Y escuché las amenazas del domingo, que quería venir, pero yo luché contra él con palabras de acero y de vinagre, pero un día es un día y acabó venciendo al borracho (porque no sabes lo borracho que estaba yo), y ya casi no podía caminar ni apoyado en mi bastón de anciano vagabundo y un día llegué a una casa muy bonita y la vi a ella, feliz y bellísima, con un hombre y tres niños, y ninguno de los niños se parecía a mi. Y ella me dijo que yo estaba de pena, y yo le dije pues tú estás de miedo, y entonces me dio una bofetada y metió a los niños en la casa y yo tuve que seguir mi camino. Y viajé mucho, y vi muchos mundos, pero jamás pude hacer magia. Y caminando que te camina caminé y encontré a una muchacha que tocaba el violín descalza, y deseé ser como ella, porque era muy bonita, y porque lo hacía muy bien, pero no pasó, y le tiré unas monedas. Llegué entonces a mi antiguo reino, que estaba arrasado por plagas de gentes que hablaban mucho pero no hacían nada, y me ofrecí para reestablecer el orden, pero me aseguraron que el orden ya estaba establecido, y tuve que marcharme. Aparecí en un lugar que conocía muy bien, pero que un martes me pareció muy nuevo, y después me enrolé en un barco y llegué a casa. Sentada en un banco estaba la sirvienta borracha. Se acordó de mi y me saludó. Me acordé de ella y la saludé. Me senté a su lado y sonreí.

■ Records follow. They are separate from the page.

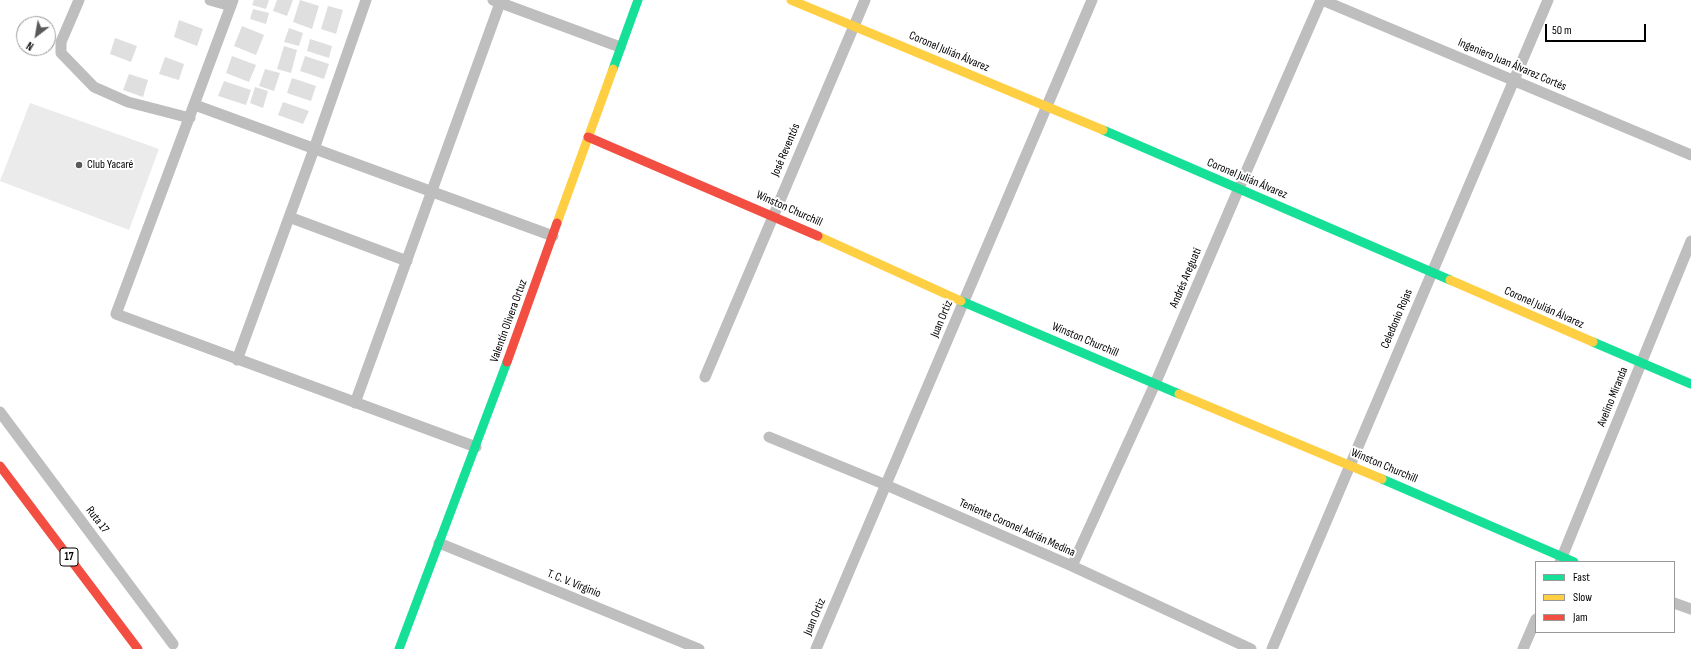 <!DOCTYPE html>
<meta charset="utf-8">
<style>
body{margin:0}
#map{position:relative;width:1691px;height:649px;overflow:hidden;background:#fff;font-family:"Sofia Sans Condensed",sans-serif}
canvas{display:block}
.legend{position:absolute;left:1535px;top:561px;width:140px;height:72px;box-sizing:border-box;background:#fff;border:1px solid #999;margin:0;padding:5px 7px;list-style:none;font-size:12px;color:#000}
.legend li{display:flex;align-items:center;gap:8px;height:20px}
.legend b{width:20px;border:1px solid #999}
.north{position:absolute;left:16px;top:16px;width:40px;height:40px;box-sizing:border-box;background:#fff;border:1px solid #999;border-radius:50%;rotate:211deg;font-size:11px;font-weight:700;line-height:16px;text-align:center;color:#000}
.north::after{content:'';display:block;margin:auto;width:14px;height:18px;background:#595959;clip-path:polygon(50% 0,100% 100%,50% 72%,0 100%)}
.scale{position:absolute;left:1545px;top:24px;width:101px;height:18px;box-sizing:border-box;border:2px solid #000;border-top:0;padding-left:5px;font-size:12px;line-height:14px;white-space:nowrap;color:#000;-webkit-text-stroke:3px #fff;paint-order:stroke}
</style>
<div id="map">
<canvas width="1691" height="649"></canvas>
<ul class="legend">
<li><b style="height:5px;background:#16e098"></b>Fast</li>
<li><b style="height:5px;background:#ffcf43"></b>Slow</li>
<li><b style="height:5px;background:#f24e42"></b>Jam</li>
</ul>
<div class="north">N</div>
<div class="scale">50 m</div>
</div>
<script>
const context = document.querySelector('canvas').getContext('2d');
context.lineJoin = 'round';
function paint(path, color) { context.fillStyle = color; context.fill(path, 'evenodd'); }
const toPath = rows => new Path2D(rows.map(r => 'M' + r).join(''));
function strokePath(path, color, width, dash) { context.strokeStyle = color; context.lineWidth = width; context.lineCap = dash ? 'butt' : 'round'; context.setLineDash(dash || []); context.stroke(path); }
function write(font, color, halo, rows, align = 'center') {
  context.font = font + ' "Sofia Sans Condensed",sans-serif'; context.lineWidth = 4; context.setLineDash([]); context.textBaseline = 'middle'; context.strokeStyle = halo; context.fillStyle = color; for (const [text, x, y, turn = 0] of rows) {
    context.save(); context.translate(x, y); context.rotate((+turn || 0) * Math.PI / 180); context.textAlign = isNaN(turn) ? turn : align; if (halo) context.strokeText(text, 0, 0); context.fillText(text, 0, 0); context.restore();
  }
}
paint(toPath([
 [30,103,159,149,129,230,0,181]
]), '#ebebeb');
paint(toPath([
 [254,0,269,0,266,9,252,5],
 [277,0,293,0,287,16,273,11],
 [300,0,319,6,312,29,293,22],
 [328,6,343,10,336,34,321,29],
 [253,9,269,13,266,24,250,19],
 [179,20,203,29,197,46,174,37],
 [242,26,264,35,256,55,234,46],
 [289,28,303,33,299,46,284,42],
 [115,38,137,46,131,62,110,54],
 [310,39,332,46,329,58,307,51],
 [284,46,297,50,291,73,277,69],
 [232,56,256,65,249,82,226,73],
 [305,56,329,64,324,79,300,71],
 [165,57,184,64,179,80,159,74],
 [265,69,280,73,274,91,259,86],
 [129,74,148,80,143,97,123,90],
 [292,78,316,86,311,101,287,93],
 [224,81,251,90,246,105,218,96],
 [255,87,268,91,263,108,250,103],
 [283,102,309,111,303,124,278,115]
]), '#dfdfdf');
strokePath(toPath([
 [79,0,61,42,61,53,94,87,128,102,190,118],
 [210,0,231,6],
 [233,0,116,314,476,447],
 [493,0,620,47],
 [1322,0,1691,155],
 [195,105,553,236],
 [289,217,407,261],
 [237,360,314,149,366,0],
 [705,377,865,0],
 [355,403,500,3],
 [0,412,173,644],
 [769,437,886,485,1072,566,1251,649],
 [439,543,699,649],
 [1560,562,1691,241],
 [1072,566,1155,384,1239,188,1321,0],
 [1674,603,1691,609],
 [816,649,1092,0],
 [1272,649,1548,0],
 [1523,649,1536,619]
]), '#bebebe', 11);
strokePath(toPath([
 [613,69,638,0],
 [1103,130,1450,280],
 [961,301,1179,394],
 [1593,342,1691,384],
 [1382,479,1574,562],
 [399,649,507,362]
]), '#16e098', 9);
strokePath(toPath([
 [791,0,1103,130],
 [557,223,613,69],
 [818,236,961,301],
 [1450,280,1593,342],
 [1179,394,1382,479]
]), '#ffcf43', 9);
strokePath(toPath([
 [588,137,818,236],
 [507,362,557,223],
 [0,466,138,649]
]), '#f24e42', 9);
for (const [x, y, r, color] of [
 [79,165,4,"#595959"]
]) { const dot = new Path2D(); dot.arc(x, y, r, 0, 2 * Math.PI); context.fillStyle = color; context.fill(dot); strokePath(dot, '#fff', 1.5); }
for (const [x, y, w] of [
 [69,557,18]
]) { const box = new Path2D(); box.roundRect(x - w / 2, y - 9, w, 18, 3); context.fillStyle = '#fff'; context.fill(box); strokePath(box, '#000', 1); }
write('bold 11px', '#000', null, [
 ["17",69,557]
]);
write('12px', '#000', '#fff', [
 ["Coronel Julián Álvarez",949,52,23],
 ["Ingeniero Juan Álvarez Cortés",1512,65,23],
 ["José Reventós",786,150,-67],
 ["Coronel Julián Álvarez",1247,179,23],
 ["Winston Churchill",789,209,24],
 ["Andrés Areguati",1186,278,-67],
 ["Coronel Julián Álvarez",1544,308,24],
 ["Juan Ortiz",942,319,-67],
 ["Celedonio Rojas",1397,319,-67],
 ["Valentín Olivera Ortuz",509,321,-70],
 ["Winston Churchill",1085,340,23],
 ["Avelino Miranda",1613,397,-68],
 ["Winston Churchill",1384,466,23],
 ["Ruta 17",97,520,53],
 ["Teniente Coronel Adrián Medina",1017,528,24],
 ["T. C. V. Virginio",574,584,22],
 ["Juan Ortiz",815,617,-67]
]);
write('12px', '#000', '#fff', [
 ["Club Yacaré",87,165]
], 'left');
</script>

Mis dientes eran negros, y estaban podridos, pero a ella no le importó. Una sonrisa siempre es hermosa, siempre me alegra, me dijo. Y entonces me abrazó, y me dio un beso en la frente, y me dijo “bailemos”, y bailamos un tranquilo vals sobre los viejos tiempos, y me dijo “bebamos”, y bebimos juntos un vino suave y ligero, y me dijo entonces “toquemos”, y cada uno sacó su whistle y tocamos una nana en aquella noche de domingo. Le devolví el whistle que me había dejado y la abracé con fuerza y la eché de menos, porque yo tengo visión de futuro, y me despedí de ella. Entonces me quedé solo. Y no había gente, ni casas, ni árboles, ni campos, ni ríos, ni montañas, ni mares, ni tierras, ni océanos, ni luz, ni oscuridad, sólo estaba yo, y añoré todo lo demás y quise llorar, pero no me quedaban lágrimas, y no era capaz de escuchar nada, ni risas, ni cantos, ni susurros, ni grillos, así que me tendí en la nada, cerré los ojos, y me puse a morir.